◆ What is required: Go through the entries below and pick out every line with "leaving".

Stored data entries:
-.-.-

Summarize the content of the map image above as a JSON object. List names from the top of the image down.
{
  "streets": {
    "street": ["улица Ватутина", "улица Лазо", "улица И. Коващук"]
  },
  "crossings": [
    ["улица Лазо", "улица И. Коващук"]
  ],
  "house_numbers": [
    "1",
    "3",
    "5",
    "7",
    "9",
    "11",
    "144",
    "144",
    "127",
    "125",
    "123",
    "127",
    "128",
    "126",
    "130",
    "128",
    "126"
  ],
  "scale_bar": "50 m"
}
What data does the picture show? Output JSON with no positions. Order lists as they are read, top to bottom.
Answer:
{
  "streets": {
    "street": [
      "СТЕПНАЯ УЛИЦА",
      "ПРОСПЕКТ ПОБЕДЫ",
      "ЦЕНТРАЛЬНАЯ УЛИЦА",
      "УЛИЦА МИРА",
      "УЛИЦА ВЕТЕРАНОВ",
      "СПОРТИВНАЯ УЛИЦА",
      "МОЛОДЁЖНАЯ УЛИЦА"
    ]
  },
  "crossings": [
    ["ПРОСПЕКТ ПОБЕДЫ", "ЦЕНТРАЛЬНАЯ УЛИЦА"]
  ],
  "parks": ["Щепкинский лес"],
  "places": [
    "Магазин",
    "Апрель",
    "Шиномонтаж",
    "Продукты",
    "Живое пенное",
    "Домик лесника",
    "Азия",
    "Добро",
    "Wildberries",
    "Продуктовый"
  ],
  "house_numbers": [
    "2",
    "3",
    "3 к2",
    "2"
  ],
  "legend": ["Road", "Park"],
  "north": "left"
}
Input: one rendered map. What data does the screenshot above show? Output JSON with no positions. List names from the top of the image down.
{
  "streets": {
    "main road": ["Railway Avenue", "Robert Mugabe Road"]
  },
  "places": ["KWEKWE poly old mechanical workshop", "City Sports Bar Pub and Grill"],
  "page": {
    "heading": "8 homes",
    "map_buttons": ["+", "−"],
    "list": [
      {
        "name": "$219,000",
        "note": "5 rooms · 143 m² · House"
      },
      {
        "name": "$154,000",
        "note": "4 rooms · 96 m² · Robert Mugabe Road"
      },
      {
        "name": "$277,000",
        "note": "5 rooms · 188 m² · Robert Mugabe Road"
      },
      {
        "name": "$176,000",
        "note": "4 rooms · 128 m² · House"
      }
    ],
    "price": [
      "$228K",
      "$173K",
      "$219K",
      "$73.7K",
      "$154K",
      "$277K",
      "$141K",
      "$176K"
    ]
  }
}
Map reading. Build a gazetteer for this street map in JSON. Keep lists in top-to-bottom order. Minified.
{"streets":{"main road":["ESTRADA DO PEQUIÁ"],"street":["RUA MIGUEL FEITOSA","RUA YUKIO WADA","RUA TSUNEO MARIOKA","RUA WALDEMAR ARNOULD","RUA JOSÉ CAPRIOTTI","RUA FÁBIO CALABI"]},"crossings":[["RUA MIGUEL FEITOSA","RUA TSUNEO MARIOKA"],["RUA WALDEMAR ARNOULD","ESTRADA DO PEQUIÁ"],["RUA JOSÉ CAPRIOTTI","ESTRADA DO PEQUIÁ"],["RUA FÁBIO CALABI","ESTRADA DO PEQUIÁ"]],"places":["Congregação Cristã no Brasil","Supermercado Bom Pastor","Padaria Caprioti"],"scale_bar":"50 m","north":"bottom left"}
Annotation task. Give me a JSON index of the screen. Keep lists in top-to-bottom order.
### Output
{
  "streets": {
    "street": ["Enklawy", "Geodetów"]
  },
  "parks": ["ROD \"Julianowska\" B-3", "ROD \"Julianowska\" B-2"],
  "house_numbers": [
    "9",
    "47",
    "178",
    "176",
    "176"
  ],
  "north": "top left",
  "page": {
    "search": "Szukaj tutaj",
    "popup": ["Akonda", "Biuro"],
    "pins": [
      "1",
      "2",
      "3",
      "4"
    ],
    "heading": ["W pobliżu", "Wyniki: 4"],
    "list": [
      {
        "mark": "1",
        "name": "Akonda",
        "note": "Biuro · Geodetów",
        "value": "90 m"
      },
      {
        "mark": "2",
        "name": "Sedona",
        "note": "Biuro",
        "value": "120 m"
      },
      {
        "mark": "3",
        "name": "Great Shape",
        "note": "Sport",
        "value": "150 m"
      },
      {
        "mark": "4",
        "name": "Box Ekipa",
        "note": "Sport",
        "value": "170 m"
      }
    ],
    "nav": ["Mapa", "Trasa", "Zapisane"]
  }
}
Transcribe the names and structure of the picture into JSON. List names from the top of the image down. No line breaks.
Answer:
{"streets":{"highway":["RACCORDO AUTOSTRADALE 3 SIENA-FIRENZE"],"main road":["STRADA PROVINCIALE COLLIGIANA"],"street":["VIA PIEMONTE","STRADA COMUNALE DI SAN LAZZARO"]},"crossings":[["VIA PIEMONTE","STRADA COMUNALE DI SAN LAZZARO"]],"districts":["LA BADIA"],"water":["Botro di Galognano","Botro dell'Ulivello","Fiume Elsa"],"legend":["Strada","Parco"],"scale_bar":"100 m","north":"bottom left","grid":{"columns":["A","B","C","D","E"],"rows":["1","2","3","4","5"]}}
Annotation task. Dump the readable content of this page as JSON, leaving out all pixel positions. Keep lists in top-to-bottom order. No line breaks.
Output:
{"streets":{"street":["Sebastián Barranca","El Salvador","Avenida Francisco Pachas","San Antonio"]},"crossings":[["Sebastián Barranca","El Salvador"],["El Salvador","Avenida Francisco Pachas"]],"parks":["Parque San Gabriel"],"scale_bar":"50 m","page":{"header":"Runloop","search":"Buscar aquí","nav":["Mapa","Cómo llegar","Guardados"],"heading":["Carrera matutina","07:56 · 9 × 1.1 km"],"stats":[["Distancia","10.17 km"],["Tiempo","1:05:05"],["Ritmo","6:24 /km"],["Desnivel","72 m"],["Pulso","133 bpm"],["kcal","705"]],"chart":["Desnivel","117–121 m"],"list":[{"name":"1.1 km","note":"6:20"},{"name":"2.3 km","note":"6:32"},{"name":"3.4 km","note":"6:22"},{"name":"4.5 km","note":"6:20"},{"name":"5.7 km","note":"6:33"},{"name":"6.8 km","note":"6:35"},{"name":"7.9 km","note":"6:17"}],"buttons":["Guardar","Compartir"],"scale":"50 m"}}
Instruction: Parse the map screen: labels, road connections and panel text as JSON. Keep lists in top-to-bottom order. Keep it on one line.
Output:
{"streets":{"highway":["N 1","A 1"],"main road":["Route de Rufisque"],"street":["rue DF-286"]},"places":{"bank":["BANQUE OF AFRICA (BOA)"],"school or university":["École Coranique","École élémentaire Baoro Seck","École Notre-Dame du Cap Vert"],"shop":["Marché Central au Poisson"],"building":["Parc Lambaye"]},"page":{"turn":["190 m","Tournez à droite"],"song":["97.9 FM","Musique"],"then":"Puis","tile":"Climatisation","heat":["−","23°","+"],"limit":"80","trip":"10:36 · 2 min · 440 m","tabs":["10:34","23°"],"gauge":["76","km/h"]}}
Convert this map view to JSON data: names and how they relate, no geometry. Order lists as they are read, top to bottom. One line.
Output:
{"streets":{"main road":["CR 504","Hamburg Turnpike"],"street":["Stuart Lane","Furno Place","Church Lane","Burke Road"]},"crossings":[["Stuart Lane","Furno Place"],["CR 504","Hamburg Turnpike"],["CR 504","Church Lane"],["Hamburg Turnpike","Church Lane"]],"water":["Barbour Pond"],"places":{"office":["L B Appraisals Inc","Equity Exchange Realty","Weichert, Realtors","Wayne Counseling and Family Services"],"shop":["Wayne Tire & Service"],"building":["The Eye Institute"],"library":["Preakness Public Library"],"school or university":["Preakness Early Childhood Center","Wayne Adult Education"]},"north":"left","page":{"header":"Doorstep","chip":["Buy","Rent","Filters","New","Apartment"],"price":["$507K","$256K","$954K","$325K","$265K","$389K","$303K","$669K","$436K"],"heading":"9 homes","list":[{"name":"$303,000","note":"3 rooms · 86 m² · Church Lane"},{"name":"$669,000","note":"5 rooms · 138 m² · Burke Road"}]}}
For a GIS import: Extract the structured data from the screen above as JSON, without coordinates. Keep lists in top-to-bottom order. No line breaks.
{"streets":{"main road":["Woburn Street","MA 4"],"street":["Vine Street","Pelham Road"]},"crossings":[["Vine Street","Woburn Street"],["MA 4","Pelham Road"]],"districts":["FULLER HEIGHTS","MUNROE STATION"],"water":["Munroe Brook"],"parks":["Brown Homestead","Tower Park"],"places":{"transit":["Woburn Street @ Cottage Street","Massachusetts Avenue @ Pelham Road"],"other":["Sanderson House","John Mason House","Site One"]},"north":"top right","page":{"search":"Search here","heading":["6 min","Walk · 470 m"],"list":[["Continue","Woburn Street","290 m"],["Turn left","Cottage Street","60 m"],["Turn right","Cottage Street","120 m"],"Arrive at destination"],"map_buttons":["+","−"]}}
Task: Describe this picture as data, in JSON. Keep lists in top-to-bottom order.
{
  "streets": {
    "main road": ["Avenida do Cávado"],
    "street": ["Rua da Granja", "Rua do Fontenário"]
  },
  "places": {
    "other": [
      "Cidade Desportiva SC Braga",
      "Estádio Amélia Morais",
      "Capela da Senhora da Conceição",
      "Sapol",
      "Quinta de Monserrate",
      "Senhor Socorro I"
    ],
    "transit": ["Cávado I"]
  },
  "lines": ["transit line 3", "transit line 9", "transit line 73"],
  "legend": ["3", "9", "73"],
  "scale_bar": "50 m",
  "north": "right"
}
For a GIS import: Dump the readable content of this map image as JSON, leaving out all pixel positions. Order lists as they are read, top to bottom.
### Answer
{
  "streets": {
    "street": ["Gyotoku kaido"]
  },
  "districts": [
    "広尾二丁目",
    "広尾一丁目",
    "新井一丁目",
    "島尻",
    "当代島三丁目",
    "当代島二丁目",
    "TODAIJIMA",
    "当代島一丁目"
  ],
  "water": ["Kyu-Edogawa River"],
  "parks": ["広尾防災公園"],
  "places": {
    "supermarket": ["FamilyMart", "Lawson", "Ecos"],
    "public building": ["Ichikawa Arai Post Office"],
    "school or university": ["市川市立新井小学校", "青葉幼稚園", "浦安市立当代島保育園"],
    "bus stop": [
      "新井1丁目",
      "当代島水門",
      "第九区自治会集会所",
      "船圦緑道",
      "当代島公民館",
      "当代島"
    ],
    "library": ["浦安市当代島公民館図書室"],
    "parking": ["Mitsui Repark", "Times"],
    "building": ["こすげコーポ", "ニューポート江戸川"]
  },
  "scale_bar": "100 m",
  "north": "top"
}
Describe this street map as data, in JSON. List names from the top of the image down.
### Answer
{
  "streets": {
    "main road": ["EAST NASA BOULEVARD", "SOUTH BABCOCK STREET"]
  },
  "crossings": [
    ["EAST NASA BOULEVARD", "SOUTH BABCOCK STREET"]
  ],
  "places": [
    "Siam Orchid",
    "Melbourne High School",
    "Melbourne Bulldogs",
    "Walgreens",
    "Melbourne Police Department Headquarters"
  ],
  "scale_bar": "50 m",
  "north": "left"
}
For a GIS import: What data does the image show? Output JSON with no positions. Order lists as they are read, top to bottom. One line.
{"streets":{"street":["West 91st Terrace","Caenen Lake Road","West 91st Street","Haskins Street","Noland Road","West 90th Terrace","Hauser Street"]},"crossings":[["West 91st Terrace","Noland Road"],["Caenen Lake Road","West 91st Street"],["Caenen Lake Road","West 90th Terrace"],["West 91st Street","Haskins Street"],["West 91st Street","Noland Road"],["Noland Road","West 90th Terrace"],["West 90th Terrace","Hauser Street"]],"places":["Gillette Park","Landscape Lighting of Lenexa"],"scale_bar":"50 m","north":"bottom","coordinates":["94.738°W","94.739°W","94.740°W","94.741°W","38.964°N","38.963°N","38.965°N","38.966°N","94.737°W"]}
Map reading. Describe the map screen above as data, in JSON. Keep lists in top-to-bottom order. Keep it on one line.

-.-.-

◆ Exercise response:
Annotation task. Dump the readable content of this page as JSON, leaving out all pixel positions. Keep lists in top-to-bottom order. No line breaks.
For a GIS import: Dump the readable content of this map image as JSON, leaving out all pixel positions. Order lists as they are read, top to bottom.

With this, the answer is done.